Lexa dejó de hablar y pareció incómoda cuando dijo aquello último, como si no hubiese sido su intención decirlo en primer lugar. Clarke supo que ella hablaba de su propia experiencia y de pronto no se encontró muy bien. No pudo evitar que su estómago se revolviera al pensar en lo que pasó en Mount Weather.

—Vine a buscarte. Tu gente está aquí —habló de nuevo Lexa.

Clarke la miró y vio los ojos de Lexa fijos en los suyos. De pronto su corazón se aceleró inexplicablemente.

—Gracias —le dijo en un susurro.

—Todos nos merecemos vivir en paz.

Eso fue lo único que dijo Lexa en todo el camino de vuelta a la ciudad. Clarke intentó dos veces iniciar una conversación, pero sólo recibió unas respuestas vagas por parte de Lexa. Durante el silencioso camino junto a ella, recuerdos llegaron a su cabeza. Fue inevitable caminar entre aquellos árboles y no recordar las caminatas en el bosque que habían hecho juntas, antes de Mount Weather, compartiendo pensamientos, costumbres de sus pueblos o simplemente conociéndose un poco más. Clarke sintió una terrible nostalgia. Todo podría ser tan diferente ahora si Lexa no la hubiera abandonado en Mount Weather…

Llegaron a la torre sin compartir ni una sola palabra, salvo un «tu gente está arriba, en la sala del trono». Antes de llegar allí, Clarke sintió que algo no iba bien y parece que Lexa también porque instintivamente se puso frente a ella en modo protector.

—Algo ha pasado en la montaña —les dijo un guardia.

Y cuando Clarke entró tras Lexa en la sala, lo primero que vio fue la cara larga de Bellamy mientras sujetaba un walkie-talkie. A través de la radio se escuchaba un llanto que a Clarke le pareció muy familiar.

—¿Qué está pasando? —preguntó Clarke.

Kane, su madre y Octavia la miraron con el rostro desencajado, lo cual la asustó aún más.

—Pregúntale a ella —dijo Pike, que también estaba entre los presentes, dirigiéndose directamente a Lexa en un tono de evidente desprecio.

—Yo no sé qué está pasando —le respondió Lexa en el mismo tono.

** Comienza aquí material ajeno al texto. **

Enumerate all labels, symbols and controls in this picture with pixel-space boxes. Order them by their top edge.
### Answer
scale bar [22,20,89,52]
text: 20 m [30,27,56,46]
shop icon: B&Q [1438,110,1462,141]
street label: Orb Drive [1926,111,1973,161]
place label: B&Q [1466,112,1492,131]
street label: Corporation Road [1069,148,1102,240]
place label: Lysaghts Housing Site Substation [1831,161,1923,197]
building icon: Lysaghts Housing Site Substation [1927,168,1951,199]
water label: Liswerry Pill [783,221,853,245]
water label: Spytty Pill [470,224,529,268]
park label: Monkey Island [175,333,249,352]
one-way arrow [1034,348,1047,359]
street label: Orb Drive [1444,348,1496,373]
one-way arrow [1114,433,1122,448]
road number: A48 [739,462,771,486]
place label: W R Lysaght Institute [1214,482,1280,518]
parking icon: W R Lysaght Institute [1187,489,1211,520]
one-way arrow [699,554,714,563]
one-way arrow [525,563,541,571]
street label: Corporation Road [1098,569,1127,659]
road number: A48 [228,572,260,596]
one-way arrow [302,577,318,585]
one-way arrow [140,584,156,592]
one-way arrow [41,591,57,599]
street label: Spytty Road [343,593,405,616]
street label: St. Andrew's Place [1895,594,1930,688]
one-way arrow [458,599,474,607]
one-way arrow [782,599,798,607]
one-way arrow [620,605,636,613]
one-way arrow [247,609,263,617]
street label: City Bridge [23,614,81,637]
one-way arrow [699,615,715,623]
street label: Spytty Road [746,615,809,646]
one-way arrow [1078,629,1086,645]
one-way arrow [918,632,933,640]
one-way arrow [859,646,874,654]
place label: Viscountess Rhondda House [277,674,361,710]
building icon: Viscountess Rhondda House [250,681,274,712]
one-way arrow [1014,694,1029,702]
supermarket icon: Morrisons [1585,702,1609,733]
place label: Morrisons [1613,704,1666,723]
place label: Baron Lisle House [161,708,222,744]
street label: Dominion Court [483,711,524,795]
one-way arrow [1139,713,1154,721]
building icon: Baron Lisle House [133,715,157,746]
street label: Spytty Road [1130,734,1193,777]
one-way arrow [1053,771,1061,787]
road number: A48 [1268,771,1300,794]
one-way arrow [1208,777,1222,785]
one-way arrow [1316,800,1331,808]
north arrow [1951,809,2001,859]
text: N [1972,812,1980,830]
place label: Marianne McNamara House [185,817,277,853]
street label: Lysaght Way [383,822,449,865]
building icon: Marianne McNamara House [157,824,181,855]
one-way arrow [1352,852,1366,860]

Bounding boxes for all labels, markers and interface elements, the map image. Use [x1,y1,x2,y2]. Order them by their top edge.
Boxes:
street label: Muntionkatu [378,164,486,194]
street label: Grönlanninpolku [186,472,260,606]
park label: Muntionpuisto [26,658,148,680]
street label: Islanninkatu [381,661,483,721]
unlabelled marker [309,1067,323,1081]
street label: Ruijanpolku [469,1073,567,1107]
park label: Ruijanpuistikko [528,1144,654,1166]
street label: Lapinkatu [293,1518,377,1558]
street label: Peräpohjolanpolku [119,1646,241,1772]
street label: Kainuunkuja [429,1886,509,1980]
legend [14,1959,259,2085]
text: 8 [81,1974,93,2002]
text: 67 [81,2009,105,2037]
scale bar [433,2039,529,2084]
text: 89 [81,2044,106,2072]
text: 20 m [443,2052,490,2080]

—Habéis volado por los aires Mount Weather —respondió Bellamy con la voz rota—. Nuestra gente estaba allí… Sólo escaparon Raven y Sinclair.

—Ellos no tienen explosivos ni nada que se les parezca —dijo Clarke, incrédula.

—Mount Weather tenía un mecanismo de autodestrucción, Clarke. Ellos debían de saberlo —le explicó Bellamy.

Clarke sintió una punzada horrible en el pecho y dirigió la vista hacia Lexa. No… ella no podía haberlo hecho otra vez…

—Yo no he hecho esto —le dijo Lexa como si hubiera adivinado lo que pensaba—. Clarke…

La tensión en la sala se disparó. La comitiva celeste miraba amenazante a los guerreros terrestres, pero nadie dijo nada ni se movió, como si esperaran a que Clarke y Lexa hicieran algo.

—Quiero la paz, de eso trataba esta reunión —dijo Lexa sin dejar de mirar a Clarke—. Es evidente que alguien quiere comenzar un conflicto.

—Eso dices tú, quizá fue todo una trampa —se quejó Pike de nuevo—. Todavía hay un ejército a las afuera de Arkadia, quién sabe lo que estáis planeando...

—¡Basta! —le reprendió Kane.

—Ese ejército evita que alguien os ataque mientras negociamos una paz —dijo en tono amenazante Lexa—. Quiero que vuestra gente se una a la coalición, pero ya sabíamos que no sería un proceso fácil.

—Queremos lo mismo —intervino Kane— y alguien quiere justo esto, que nos enfrentemos.

—Descubriremos quién ha hecho esto y pagará por su traición —le dijo Lexa.

—¿Eso es una promesa? —preguntó de pronto Clarke.

—Lo prometo —le respondió Lexa enseguida.

Clarke miró a su gente y todos la miraron con atención, como si buscaran su aprobación en algo. Ella suspiró un poco molesta.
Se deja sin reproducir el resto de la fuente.